WORK TASK -
Your answer must be every line of the data below that holds the string "function", copied exactly.

____

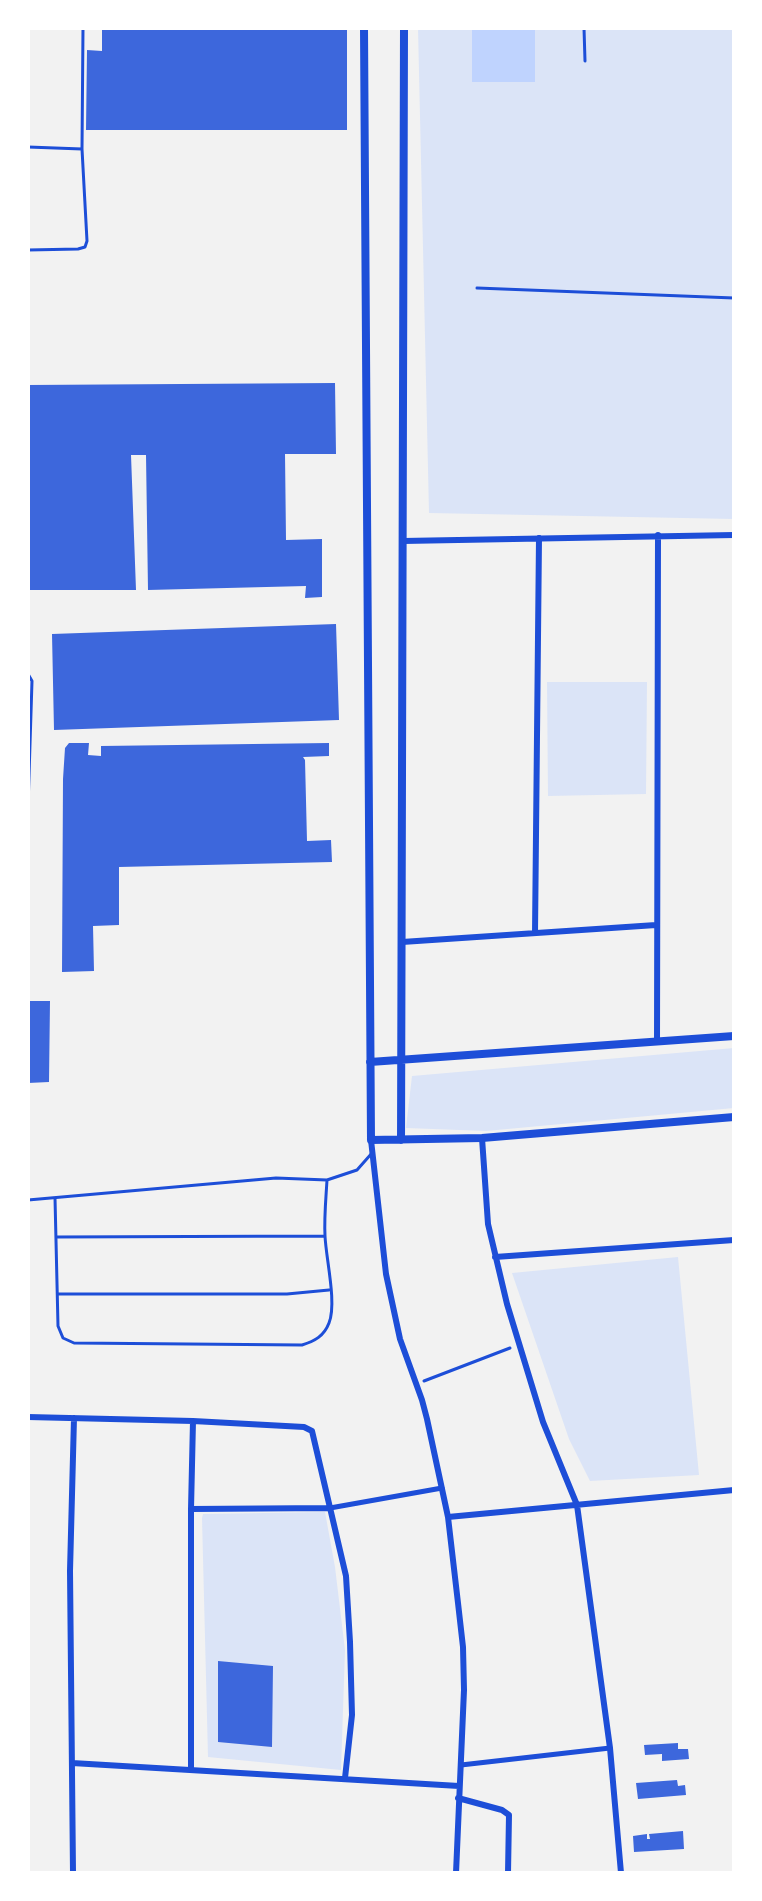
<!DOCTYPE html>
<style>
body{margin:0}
#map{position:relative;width:762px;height:1901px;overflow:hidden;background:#f2f2f2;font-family:"Work Sans",sans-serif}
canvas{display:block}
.frame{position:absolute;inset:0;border:30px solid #fff;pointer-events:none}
</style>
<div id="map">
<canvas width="762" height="1901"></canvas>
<div class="frame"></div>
</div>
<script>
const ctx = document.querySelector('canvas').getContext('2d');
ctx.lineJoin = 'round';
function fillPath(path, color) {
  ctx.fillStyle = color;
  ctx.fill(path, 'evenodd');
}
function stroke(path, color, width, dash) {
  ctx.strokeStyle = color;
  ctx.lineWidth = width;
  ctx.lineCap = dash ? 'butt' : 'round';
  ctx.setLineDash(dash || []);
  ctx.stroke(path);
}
const green = new Path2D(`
 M418 28H734V519L429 513Z
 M547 682H647L646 794 548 796Z
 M734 1048V1108L486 1131 406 1128 412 1076Z
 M678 1257 699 1475 590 1481 569 1439 512 1273Z
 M325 1512 335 1567 345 1650 341 1770 208 1757 202 1518 203 1514Z`);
const water = new Path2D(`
 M472 28H535V82H472Z`);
const building = new Path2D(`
 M102 28H347V130H86L87 50 102 51Z
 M335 383 336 454H285L286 540 322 539V597L305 598 306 586 148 590 146 455H131L136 590H28V385Z
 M336 624 339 720 54 730 52 634Z
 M69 743H89L88 755 101 756V746L329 743V756L303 757 305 760 307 841 331 840 332 862 119 867V925L93 926 94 971 62 972 63 779 65 748Z
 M28 1001H50L49 1082 28 1083Z
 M218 1661 273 1666 272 1747 218 1742Z
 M678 1743V1749H688L689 1759 662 1761V1754L645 1755 644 1745Z
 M677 1780 678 1786 685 1785 686 1795 638 1799 636 1783Z
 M683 1831 684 1849 634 1852 633 1836 647 1834V1839H650L649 1834Z`);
const path = new Path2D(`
 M424 1381 510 1348`);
const service = new Path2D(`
 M584 28 585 61
 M28 147 82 149
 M28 250 78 249 85 247 87 241 82 149 83 28
 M477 288 734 298
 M28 674 32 681 28 807
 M55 1198 58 1326 63 1338 74 1343 302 1345C315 1341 324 1336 329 1323 337 1303 326 1259 325 1236 324 1217 326 1198 327 1180
 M28 1200 276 1178 327 1180 357 1170 372 1153
 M56 1237 324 1236
 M58 1294H287L329 1290`);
const pedestrian = new Path2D(`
 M330 1508 442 1488
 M461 1765 610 1748`);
const minor = new Path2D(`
 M403 541 734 535
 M535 933 539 538
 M402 942 656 925
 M657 1042 658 535
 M482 1138 488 1224 507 1304 543 1422 577 1505 610 1748 621 1873
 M371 1140 386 1274 400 1339 422 1400 427 1419 448 1517 458 1603 463 1647 464 1690 456 1873
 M495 1257 734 1240
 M28 1417 193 1421 304 1427 312 1431 346 1576 350 1642 352 1715 345 1778
 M191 1509 330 1508
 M448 1517 734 1490
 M72 1763 459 1786
 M191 1770V1509L193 1421
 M458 1798 502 1810 509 1815 508 1873
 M73 1873 70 1571 74 1418`);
const tertiary = new Path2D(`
 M364 28 371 1140 482 1138 734 1117
 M370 1062 734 1036
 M401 1140 404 28`);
fillPath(green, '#dbe4f7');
fillPath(water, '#bfd3fe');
fillPath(building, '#3d67dc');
stroke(path, '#1d4ed8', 3);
stroke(service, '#1d4ed8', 3);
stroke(pedestrian, '#1d4ed8', 5);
stroke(minor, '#1d4ed8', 6);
stroke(tertiary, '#1d4ed8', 8);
</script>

____

RESULT OF THE EXERCISE -
function fillPath(path, color) {
function stroke(path, color, width, dash) {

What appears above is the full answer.